* _THE INPUT_
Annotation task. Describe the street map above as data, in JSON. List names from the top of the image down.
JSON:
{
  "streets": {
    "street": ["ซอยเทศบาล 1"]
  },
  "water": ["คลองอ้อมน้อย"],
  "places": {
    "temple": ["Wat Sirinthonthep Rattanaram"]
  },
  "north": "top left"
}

* _HOW TO COMPLETE THIS TASK_
From the first line to the last, transcribe the data exactly.

* _RESPONSE TO THE TASK_
Annotation task. Describe the street map above as data, in JSON. List names from the top of the image down.
JSON:
{
  "streets": {
    "street": ["ซอยเทศบาล 1"]
  },
  "water": ["คลองอ้อมน้อย"],
  "places": {
    "temple": ["Wat Sirinthonthep Rattanaram"]
  },
  "north": "top left"
}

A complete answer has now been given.